Following those directions, you can try out your first Fortran+OpenMP offload program a few minutes from now.

hkvzjal · ‎02-08-2024

Thanks for this excellent blog post!

One request though ... currently intel enables offloading to NVIDIA GPUs through SYCL in C++, but not in Fortran. While it is evident that it is in Intel's interest to promote its hardware, many people trying GPUs for some time already equipped themself with NVIDIA GPUs before.
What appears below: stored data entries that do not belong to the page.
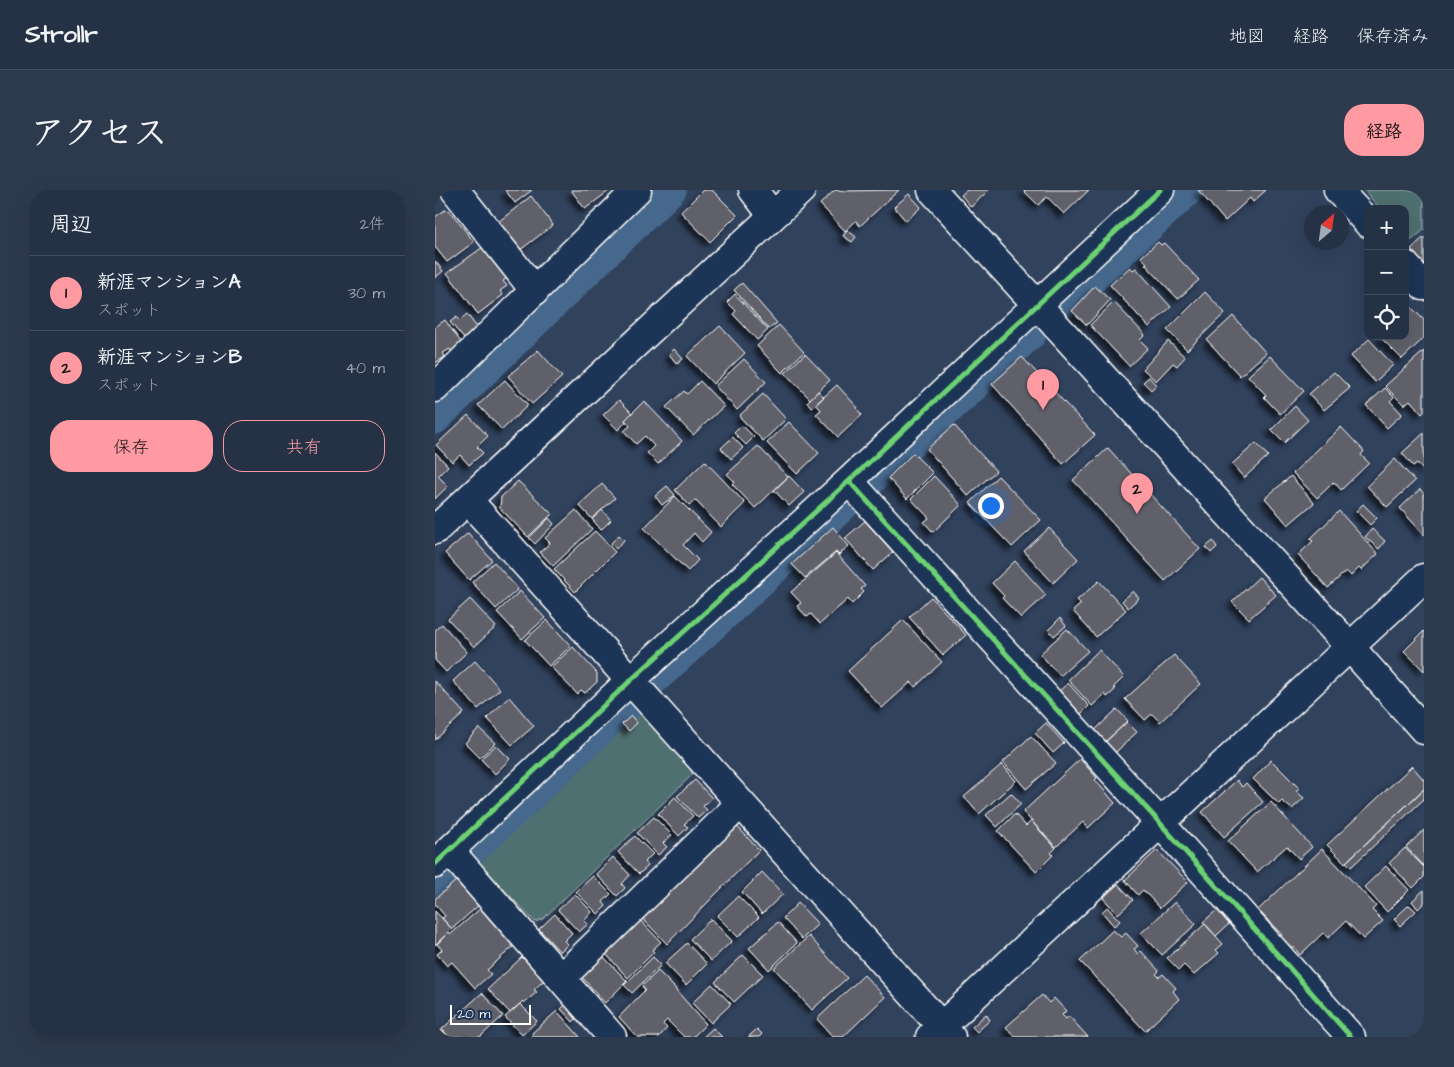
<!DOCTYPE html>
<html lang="ja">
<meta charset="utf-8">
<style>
body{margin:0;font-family:"Architects Daughter","Klee One",sans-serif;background:#2d3a4d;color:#f1f3f6}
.controls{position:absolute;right:15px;top:15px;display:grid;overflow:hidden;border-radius:10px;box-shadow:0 5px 20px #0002}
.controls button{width:45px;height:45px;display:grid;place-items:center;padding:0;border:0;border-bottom:1px solid #424d5f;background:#253246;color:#f1f3f6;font:25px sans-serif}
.compass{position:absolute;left:869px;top:15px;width:45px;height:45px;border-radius:50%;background:#253246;box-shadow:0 5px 20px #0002;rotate:29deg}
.scale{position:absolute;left:15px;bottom:12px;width:81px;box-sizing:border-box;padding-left:5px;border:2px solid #fff;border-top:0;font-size:14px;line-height:18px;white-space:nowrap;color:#fff;-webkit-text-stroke:4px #1d3557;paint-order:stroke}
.you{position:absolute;left:555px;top:315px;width:18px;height:18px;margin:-12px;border:4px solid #fff;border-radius:50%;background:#1a73e8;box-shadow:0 0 0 8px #1a73e833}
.badge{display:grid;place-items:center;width:32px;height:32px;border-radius:50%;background:#ff9aa2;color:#111;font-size:16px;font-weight:700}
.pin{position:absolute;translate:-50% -41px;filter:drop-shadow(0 1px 2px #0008)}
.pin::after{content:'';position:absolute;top:26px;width:18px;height:15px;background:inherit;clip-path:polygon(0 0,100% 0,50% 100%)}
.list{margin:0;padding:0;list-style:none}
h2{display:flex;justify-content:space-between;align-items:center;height:65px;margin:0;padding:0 20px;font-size:21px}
h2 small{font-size:16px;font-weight:400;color:#a3aab3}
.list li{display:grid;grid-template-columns:32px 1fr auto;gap:15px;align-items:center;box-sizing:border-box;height:75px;padding:0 20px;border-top:1px solid #424d5f}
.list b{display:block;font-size:19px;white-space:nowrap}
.list p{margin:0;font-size:16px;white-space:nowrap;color:#a3aab3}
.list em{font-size:16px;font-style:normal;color:#a3aab3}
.actions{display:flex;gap:10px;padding:15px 20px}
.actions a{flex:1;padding:11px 0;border:1px solid #ff9aa2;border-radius:20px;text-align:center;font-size:18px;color:#ff9aa2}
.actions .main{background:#ff9aa2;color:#111}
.icon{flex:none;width:28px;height:28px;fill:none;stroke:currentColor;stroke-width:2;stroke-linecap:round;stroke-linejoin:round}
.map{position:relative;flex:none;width:989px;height:847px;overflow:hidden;border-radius:20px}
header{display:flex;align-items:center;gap:30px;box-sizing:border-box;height:70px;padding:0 25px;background:#253246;border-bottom:1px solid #424d5f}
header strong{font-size:24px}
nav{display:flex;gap:28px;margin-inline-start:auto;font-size:18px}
.intro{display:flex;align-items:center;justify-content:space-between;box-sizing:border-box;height:120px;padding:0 30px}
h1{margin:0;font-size:35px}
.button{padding:12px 22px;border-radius:20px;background:#ff9aa2;color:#111;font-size:18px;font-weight:700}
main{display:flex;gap:30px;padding:0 30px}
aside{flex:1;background:#253246;border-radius:20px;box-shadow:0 5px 20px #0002}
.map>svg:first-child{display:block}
</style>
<header>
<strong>Strollr</strong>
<nav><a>地図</a><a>経路</a><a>保存済み</a></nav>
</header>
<div class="intro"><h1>アクセス</h1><a class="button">経路</a></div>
<main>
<aside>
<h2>周辺<small>2件</small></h2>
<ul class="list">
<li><span class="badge">1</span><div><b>新涯マンションA</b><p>スポット</p></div><em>30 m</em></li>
<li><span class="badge">2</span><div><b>新涯マンションB</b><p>スポット</p></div><em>40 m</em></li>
</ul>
<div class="actions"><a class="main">保存</a><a>共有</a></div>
</aside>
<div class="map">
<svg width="989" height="847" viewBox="0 0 989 847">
<defs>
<filter id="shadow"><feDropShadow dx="-4.5" dy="4.5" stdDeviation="2.5" flood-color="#0009"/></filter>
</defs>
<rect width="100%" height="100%" fill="#31425d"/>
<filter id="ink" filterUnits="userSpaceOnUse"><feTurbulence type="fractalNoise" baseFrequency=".02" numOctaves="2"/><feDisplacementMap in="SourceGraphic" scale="10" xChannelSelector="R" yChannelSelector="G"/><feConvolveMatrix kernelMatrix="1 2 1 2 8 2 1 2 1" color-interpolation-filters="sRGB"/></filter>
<g filter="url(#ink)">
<!-- green -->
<path fill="#506f6f" stroke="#a8b7b7" d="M929,0H989V40L973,53L970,50V19H945Z
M197,518L206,519L257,578V585L108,729L100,732L41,670L45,664Z"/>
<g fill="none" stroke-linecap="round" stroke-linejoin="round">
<!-- canal -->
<path stroke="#45678c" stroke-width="29" d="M633,112L755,0
M0,230L237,0
M436,291L597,144
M222,488L411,314
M39,660L193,515
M0,696L13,684"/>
</g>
<!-- building -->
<path fill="#61616b" stroke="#fff" filter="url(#shadow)" d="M70,0H97L80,13Z
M136,0H175L150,19Z
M268,0H277L302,25L275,52L246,22Z
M400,0L409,1L464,0L425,36L421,31L410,41L385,14Z
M532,0H554L536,17L526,5Z
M588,0H654L629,24L612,7L603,15Z
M763,0H831L818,12L815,8L790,31Z
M474,4L486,17L471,31L459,17Z
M96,6L118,35L84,61L63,32Z
M10,20L15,21L39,52L12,72L0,57V27Z
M412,40L421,47L417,52L408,46Z
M989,47V74L976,59Z
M723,52L726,55L729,53L764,90L743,109L710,74L712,73L706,67Z
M48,57L72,88L68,91L72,96L65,101L68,105L43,124L12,83Z
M0,71L8,81L0,88Z
M695,77L698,80L701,78L736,117L714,137L675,95Z
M307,93L342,133L334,139L299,100Z
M660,96L675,110L652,135L637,121Z
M770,102L790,123L752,160L732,140Z
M300,104L333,140L322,150L298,124L301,121L292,112Z
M679,112L710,145L705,150L713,158L694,176L655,135Z
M974,115L989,130V148L967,169L944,146H970V118Z
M32,124L43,139L30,150L15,132L22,127L24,131Z
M798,126L831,163L805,186L772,150Z
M10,130L28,155L17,162L15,159L8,163L10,167L0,173V137Z
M344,135L369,162L347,183L322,156Z
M285,136L310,163L278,194L252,166Z
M934,149L958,175L940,192L916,166Z
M733,151L750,167L742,176L738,173L721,191L708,179Z
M239,159L248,169L242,174L234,164Z
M103,160L127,187L97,214L73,186Z
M989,161V222L987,224L975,210L969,215L950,196Z
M370,164L395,190L375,209L350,183Z
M835,166L869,201L845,224L829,207L831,205L813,186Z
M587,167L660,245L628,274L557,194Z
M309,169L331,192L302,220L280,196Z
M899,182L915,198L889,220L874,204Z
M714,187L721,195L716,200L708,192Z
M70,190L93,215L67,240L43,215Z
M265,191L289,216L258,245L231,217L249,201L252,204Z
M402,195L423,218L422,219L427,225L403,247L381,224L386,220L381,214Z
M950,198L959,207L955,211L967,224L952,238L931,215Z
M383,201L389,207L377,218L372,212Z
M328,204L351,229L328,251L304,226Z
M184,210L197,223L190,230L191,232L183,240L168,225Z
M209,211L247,251L223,274L212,263L219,256L210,246L201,254L189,241L195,236L190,230Z
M860,216L873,230L849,253L836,240Z
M33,225L53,246L42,257L48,263L34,275L25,265L17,272L1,255Z
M354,232L384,263L362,284L332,253Z
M307,235L319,247L311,255L299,243Z
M519,235L561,281L533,306L492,259Z
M906,237L929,261L926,265L934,273L906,300L899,292L882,308L858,283Z
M989,243V281L982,273L978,276L967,263Z
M298,247L308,258L296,269L286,258Z
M821,253L833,266L809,288L797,274Z
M323,256L353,287L320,318L297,294L300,292L292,284Z
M673,258L765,359L730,391L638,290Z
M0,262L13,276L3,286L13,296L0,309Z
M478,263L498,283L472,309L453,288Z
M960,269L980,291L952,317L932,296Z
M270,271L310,313L286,337L260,310L254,315L240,300Z
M354,286L369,302L354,316L339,300Z
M499,286L526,315L498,342L489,332L494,328L476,309Z
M563,286L606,330L577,357L535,313Z
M856,286L879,313L853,335L830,308Z
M83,291L117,324L93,347L65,318L66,307Z
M167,294L180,308L157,329L144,315Z
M232,296L240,305L227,315L220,306Z
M985,299L989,304V345L965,318Z
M240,306L276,342L267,352L259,343L248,355L263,370L253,381L209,338Z
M928,314L942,328L935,335L921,321Z
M141,320L157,339L118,376L105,362L115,353L110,348Z
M167,320L176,330L166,340L157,329Z
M904,321L943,364L926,380L924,378L916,386L911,381L893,398L863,365L878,351L875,349Z
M114,328L119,334L100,354L94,348Z
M430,331L458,362L438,380L410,348Z
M398,337L414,356L404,365L401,362L370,388L357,374Z
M614,338L643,369L618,393L589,361Z
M937,339L950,351L944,359L930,347Z
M160,341L180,362L140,402L119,379Z
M33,343L57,370L34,390L10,363Z
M184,345L189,350L181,359L176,353Z
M778,351L782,357L776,363L771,357Z
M401,363L430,396L426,399L429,402L417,414L413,409L385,434L376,424L372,427L362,416L366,413L356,402Z
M580,371L611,405L586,428L567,408L569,406L557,393Z
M59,372L83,399L61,419L37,392Z
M824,387L841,405L814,429L797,412Z
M664,391L691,420L661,447L638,421L646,414L642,410Z
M85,401L110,428L87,449L62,422Z
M698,401L704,408L693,418L687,411Z
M496,407L531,445L508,465L474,427Z
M35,409L61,437L39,457L13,429Z
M625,428L631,436L619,446L613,440Z
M112,430L136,456L114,476L90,450Z
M468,430L507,472L480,497L476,492L447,518L413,481Z
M7,434L32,462L11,482L0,470V440Z
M632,439L653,461L625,486L605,464Z
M989,441V481L969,461Z
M138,457L162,483V492L150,503L146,500L142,504L116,477Z
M664,460L689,487L679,497L680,500L672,507L670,504L657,516L633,490Z
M739,465L766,494L725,532L717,524L710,530L690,509Z
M40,471L65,499L43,519L18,491Z
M0,491L29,523L0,550Z
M633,493L654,516L644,526L623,502Z
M74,507L99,536L77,555L52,528Z
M682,519L693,531L669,553L659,541Z
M196,526L202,533L194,541L187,534Z
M692,532L702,542L680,563L670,552Z
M611,533L629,553L618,563L600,543Z
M44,538L60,553L45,568L30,553Z
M596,546L621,573L591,599L568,572Z
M61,555L75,569L60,584L46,569Z
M645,569L662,588L660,590L680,613L653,638L648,632L621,657L588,622Z
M836,570L864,598L861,601L869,608L857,619L847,611L844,614L818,589Z
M567,574L581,591L544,624L529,607Z
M977,576L989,590V599L910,673L892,655Z
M260,590L277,608L268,616L272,620L263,628L242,606Z
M802,590L807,597L811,593L828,612L789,647L767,622Z
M989,599V609L916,677L911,672Z
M576,603L586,614L562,637L551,625Z
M240,607L258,626L249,634L253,637L244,646L223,624Z
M836,612L877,657L864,669L852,656L822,682L793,651Z
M580,624L591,636L596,631L621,658L616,663L618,665L601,682L563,641Z
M219,627L237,645L228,653L232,657L223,665L202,643Z
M301,635L324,660L232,754L207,728Z
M989,640V676L971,657Z
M200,646L218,664L209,672L213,676L204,684L183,662Z
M970,658L989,677V687L978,698L954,673Z
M887,659L941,716L937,720L948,731L928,749L911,731L893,748L888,743L865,765L859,757L857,759L845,746L847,745L823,720Z
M722,660L753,692L725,718L708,700L703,705L690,690Z
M178,667L195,685L187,694L190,698L182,706L161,684Z
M951,676L974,700L952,722L929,697Z
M327,682L348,704L327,724L307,702Z
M158,686L176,704L168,712L171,716L163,724L141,702Z
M22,690L44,715L17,739L7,728L10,726L0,714V709Z
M683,694L698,710L683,724L668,708Z
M989,700V713L983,719L977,711Z
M140,704L157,722L149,731L153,734L144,742L123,720Z
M303,706L324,727L303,747L282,726Z
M740,712L761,734L727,765L706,743Z
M363,713L383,734L367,749L348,728Z
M974,715L981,721L965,736L959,729Z
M672,717L685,731L679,736L667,722Z
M46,718L79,756L52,780L56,784L40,798L17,772L12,776L2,764L7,760L2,754L14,742L16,744Z
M782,720L794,734L781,746L768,732Z
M0,721L17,739L0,755Z
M120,724L137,743L129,751L133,754L125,762L104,739Z
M276,729L297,751L276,771L255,749Z
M205,730L226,752L217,760L219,762L193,788L170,763Z
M343,732L362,753L334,780L314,758Z
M770,734L788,754L781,760L784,763L759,785L749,775L744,780L732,768Z
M678,740L686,747L691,743L703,756L699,759L703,764L706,761L724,781L721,784L724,787L728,784L741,798L738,801L744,809L710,841L645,771Z
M374,746L412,788L377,820L339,778Z
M252,753L272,774L251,795L230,773Z
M308,765L328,785L299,812L280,792Z
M168,766L192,791L170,813L146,786Z
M87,767L109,790L99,800L102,802L89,813L88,811L75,823L53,799Z
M218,767L226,775L197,803L189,795Z
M223,781L241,799H240L271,834L258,847H249L232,830L228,834L232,838L224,847H202L184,827L210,800L207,796Z
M429,785L450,807L408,847H398L382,829Z
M277,794L296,814L276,833L257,813Z
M47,803L68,826L45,847H14L7,839Z
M607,805L614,813L619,808L631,821L627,825L631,829L634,826L653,847H580L571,837Z
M132,813L144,826L138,832L126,819Z
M85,814L102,831L87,845L70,827Z
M122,821L145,847H96L98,845L97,843Z
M551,824L555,830L542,842L537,837Z
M278,838L287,847H268Z
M322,839L327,844L324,847H313Z
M6,840L13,847H0V846Z"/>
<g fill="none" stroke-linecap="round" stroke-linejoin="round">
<defs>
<path id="minor" d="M20,0L100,101
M318,0L338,26
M497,0L915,457L989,540
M903,0L933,33
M970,75L989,96
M0,198L202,0
M414,291L724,632L916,847
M33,310L516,847
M0,340L366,0
M15,661L177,847
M0,674L195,491L414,291L725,0
M126,788L306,613
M495,847L989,388"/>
</defs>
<!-- minor casing -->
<use href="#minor" stroke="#fff" stroke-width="31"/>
<!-- minor -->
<use href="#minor" stroke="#1d3557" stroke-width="28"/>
<defs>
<path id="cycleway" d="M414,291L724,632L916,847
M0,674L195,491L414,291L725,0"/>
</defs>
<!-- cycleway casing -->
<use href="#cycleway" stroke="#1d3557" stroke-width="8"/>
<!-- cycleway -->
<use href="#cycleway" stroke="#6cd273" stroke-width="5"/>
</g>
</g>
</svg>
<div class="controls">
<button>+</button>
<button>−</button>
<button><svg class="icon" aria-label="locate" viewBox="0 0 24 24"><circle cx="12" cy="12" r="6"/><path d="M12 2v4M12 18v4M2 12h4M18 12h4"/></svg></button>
</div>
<svg class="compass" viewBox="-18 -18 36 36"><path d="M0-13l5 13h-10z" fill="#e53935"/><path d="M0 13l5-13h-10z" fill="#a3aab3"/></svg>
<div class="scale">20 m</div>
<div class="you"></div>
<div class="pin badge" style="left:608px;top:220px">1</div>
<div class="pin badge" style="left:702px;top:324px">2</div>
</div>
</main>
It would be helpful for Fortran practitioners that are simultaneously Intel Fortran clients to be able of testing the compiler and get acquainted with the workflow explained here having at hand NVIDIA GPUs in their workstations/clusters.

Are there any plans on enabling offloading to NVIDIA GPUs with ifx in the foreseeable future?

Thanks again!

Anshul_Gupta · ‎02-15-2024

On C++, intel offers GPU offload through SYCL for intel or Nvidia; on Fortran, we offer OpenMP, which is inherently able to offload to GPUs, and then you then take the same code base and recompile it and target NVIDIA GPU. I hope this answers your question.

hkvzjal · ‎02-15-2024

Sorry @Anshul_Gupta but it doesn't.

As you can see in this thread https://community.intel.com/t5/Intel-Fortran-Compiler/Fortran-2023-OneApi-OpenMP-offload-to-any-GPU/m-p/1443726 and this one https://community.intel.com/t5/Intel-Fortran-Compiler/Fortran-Compiler-Nvidia-GPU/td-p/1443968 It is explicitelly mentioned that ifx enables offloading ONLY to Intel GPUs.

If there has been any developments regarding enabling offloading to NVIDIA GPUs through ifx I would be really eager to follow up.

Thank you,

Rob_Mueller-Albrecht · ‎02-15-2024

Dear hkvzjal,

I am afraid we cannot provide our own OpenMP runtime for NVIDIA GPUs. That has to come from NVIDIA.

With C++ and SYCL this is a bit easier as it is possible for Codeplay and others to simply map SYCL APIs to CUDA APIs and tell people to interface with their existing NVIVIA runtime library.

It is not quite as straightforward with OpenMP though.

Rgds, Rob

hkvzjal · ‎02-16-2024

Thanks @Rob_Mueller-Albrecht ok, I see the difficulties.